Apache Hudi with AWS EMR 7.2.0, AWS S3
4 min readAug 13, 2024
As Aug 13, 2024, the AWS Apache Hudi pages have not been updated with instructions on working with AWS EMR 7.2.0.
Here’s what worked for me.
- Create a cluster using the instructions at https://docs.aws.amazon.com/emr/latest/ReleaseGuide/emr-hudi-installation-and-configuration.html. Leave the default with the exception being:choose emr-7.2.0 and unselect Presto and check “use for Hive table metadata” and check “use for Spark table metadata”. You will also be forced to create an Amazon EMR service role and EC2 instance profile. Select “create” for both (it created AmazonEMR-ServiceRole-20240813T103441 and AmazonEMR-InstanceProfile-20240813T103425)

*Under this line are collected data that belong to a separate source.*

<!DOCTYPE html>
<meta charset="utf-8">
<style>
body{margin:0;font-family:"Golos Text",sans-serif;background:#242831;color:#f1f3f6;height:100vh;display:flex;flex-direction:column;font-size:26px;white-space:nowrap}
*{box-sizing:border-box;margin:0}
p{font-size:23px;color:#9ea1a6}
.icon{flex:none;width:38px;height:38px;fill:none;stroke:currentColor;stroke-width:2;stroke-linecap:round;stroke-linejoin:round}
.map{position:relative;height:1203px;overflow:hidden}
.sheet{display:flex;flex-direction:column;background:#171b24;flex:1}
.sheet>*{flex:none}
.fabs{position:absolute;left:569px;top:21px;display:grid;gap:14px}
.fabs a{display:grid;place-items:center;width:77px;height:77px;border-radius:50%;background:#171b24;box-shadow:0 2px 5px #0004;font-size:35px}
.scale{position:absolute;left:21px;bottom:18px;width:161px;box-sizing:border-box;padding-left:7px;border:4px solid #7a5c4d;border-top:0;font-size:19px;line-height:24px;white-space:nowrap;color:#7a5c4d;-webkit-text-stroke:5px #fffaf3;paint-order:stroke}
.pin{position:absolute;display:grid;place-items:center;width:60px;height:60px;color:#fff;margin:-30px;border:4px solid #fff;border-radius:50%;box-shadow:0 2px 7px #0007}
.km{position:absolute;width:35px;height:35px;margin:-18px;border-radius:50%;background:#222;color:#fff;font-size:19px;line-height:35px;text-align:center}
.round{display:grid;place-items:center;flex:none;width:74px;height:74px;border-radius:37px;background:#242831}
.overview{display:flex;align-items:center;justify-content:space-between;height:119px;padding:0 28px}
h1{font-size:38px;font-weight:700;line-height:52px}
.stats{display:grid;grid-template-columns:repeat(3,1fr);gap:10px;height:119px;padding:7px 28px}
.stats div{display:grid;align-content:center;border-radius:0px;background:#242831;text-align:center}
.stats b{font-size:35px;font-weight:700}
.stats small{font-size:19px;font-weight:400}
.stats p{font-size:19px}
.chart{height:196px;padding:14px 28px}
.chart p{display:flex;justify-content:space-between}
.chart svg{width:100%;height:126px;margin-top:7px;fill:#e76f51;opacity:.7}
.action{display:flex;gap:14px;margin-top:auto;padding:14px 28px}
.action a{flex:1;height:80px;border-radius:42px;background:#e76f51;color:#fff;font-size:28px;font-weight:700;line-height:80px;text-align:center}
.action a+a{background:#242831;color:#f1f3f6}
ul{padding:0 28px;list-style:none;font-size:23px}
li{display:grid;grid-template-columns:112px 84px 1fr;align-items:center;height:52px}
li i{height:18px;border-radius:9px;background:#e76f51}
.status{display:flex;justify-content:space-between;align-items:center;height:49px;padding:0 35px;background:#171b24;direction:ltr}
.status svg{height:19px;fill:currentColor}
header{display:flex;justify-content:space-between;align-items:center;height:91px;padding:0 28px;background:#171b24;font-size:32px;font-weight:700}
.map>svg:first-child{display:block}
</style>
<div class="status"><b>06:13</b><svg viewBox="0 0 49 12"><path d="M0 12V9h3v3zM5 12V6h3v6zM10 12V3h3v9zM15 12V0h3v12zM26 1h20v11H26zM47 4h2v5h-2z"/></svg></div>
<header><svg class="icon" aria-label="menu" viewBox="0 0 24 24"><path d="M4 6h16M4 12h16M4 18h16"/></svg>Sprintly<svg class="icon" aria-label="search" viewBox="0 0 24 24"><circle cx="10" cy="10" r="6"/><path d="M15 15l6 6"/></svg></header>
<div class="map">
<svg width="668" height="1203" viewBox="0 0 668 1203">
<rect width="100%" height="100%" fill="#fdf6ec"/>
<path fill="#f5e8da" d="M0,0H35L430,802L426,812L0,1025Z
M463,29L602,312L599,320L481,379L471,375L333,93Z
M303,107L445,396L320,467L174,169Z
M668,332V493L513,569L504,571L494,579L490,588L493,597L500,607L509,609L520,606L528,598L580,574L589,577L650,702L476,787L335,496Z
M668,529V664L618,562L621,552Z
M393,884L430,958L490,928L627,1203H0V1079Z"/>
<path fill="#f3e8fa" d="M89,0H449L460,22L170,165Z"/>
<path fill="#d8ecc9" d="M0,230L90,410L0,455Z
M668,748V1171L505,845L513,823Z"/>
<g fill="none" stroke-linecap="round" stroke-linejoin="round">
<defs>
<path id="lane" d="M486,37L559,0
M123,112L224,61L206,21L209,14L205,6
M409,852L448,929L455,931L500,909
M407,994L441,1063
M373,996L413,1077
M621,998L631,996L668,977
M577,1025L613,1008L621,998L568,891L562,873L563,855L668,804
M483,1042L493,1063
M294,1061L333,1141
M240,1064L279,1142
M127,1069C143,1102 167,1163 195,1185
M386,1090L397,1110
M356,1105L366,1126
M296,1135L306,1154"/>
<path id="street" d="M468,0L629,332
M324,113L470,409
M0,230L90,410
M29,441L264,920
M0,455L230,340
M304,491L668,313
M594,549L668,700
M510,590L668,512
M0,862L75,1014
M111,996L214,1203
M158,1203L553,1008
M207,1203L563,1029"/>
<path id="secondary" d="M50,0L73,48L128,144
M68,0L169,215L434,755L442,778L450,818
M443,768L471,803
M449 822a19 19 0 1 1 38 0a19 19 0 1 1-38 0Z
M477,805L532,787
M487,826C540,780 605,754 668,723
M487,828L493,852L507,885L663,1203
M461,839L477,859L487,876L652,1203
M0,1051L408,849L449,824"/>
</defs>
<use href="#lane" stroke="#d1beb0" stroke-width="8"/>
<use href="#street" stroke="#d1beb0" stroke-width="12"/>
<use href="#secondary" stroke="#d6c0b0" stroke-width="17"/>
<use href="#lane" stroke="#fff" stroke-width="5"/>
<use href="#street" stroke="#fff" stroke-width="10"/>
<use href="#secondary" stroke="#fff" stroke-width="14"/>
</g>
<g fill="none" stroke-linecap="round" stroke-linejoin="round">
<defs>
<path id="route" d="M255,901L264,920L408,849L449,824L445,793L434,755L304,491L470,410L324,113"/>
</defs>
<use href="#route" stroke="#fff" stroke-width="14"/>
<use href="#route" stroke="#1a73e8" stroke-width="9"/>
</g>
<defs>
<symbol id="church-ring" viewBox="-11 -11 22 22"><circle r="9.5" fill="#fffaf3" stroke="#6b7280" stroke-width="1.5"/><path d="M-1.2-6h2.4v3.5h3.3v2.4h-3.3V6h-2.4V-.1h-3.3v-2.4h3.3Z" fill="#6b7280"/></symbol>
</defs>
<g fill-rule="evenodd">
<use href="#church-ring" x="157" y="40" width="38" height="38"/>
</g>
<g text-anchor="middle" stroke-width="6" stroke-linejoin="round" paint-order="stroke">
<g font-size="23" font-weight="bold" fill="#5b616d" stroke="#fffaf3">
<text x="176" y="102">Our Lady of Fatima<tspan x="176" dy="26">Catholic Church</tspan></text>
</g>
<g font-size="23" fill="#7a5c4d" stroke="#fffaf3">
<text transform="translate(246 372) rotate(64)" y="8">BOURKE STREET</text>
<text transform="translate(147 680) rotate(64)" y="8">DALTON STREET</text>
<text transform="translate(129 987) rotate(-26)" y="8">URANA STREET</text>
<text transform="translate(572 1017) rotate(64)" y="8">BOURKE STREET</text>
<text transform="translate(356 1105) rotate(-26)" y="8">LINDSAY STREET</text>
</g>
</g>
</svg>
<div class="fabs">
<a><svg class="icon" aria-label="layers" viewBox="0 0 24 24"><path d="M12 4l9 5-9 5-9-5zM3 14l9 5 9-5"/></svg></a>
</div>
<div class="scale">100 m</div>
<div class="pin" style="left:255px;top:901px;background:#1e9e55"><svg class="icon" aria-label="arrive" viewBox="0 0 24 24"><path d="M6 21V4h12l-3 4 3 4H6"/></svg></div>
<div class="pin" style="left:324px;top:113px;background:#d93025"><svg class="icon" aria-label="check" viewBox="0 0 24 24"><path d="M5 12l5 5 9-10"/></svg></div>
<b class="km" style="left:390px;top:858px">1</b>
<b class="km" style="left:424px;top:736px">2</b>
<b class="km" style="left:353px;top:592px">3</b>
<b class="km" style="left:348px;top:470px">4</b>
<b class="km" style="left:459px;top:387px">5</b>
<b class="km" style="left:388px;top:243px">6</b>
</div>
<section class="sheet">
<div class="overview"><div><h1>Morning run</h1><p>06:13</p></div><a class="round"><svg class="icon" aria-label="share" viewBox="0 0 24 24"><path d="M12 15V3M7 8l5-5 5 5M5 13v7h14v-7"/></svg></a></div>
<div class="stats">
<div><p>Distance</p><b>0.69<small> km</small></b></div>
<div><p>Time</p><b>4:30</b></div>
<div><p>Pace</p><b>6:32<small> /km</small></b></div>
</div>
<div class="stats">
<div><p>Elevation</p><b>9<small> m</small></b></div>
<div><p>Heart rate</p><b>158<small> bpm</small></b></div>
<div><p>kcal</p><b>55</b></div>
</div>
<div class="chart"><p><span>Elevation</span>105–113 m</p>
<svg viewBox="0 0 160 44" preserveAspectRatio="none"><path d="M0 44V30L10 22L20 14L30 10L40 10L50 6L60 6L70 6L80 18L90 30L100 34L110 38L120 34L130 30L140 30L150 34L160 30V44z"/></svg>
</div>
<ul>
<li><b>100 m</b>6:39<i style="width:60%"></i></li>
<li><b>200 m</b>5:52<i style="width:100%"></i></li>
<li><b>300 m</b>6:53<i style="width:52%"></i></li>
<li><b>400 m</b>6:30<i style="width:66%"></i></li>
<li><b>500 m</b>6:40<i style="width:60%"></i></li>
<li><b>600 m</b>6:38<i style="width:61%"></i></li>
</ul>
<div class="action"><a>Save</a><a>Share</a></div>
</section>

- Go into AWS IAM Roles and modify the AmazonEMR-InstanceProfile to include AWSGlueServiceRole.
- Create a “marketing” database in AWS Glue.
- Next, the login to the master EMR node, sudo into root and then run (note that the orginal command was missing the S3 libraries)
spark-shell --jars /usr/lib/hudi/hudi-spark-bundle.jar,/usr/lib/hudi/hudi-aws-bundle.jar --conf "spark.serializer=org.apache.spark.serializer.KryoSerializer" --conf "spark.sql.catalog.spark_catalog=org.apache.spark.sql.hudi.catalog.HoodieCatalog" --conf "spark.sql.extensions=org.apache.spark.sql.hudi.HoodieSparkSessionExtension" —-conf “spark.sql.catalog.spark_catalog.defaultDatabase=marketing”
4. Run the Hudi code
code
import org.apache.spark.sql.SaveMode
import org.apache.spark.sql.functions._
import org.apache.hudi.DataSourceWriteOptions
import org.apache.hudi.DataSourceReadOptions
import org.apache.hudi.config.HoodieWriteConfig
import org.apache.hudi.hive.MultiPartKeysValueExtractor
import org.apache.hudi.hive.HiveSyncConfig
import org.apache.hudi.sync.common.HoodieSyncConfig
// Create a DataFrame
val inputDF = Seq(
("100", "2015-01-01", "2015-01-01T13:51:39.340396Z"),
("101", "2015-01-01", "2015-01-01T12:14:58.597216Z"),
("102", "2015-01-01", "2015-01-01T13:51:40.417052Z"),
("103", "2015-01-01", "2015-01-01T13:51:40.519832Z"),
("104", "2015-01-02", "2015-01-01T12:15:00.512679Z"),
("105", "2015-01-02", "2015-01-01T13:51:42.248818Z")
).toDF("id", "creation_date", "last_update_time")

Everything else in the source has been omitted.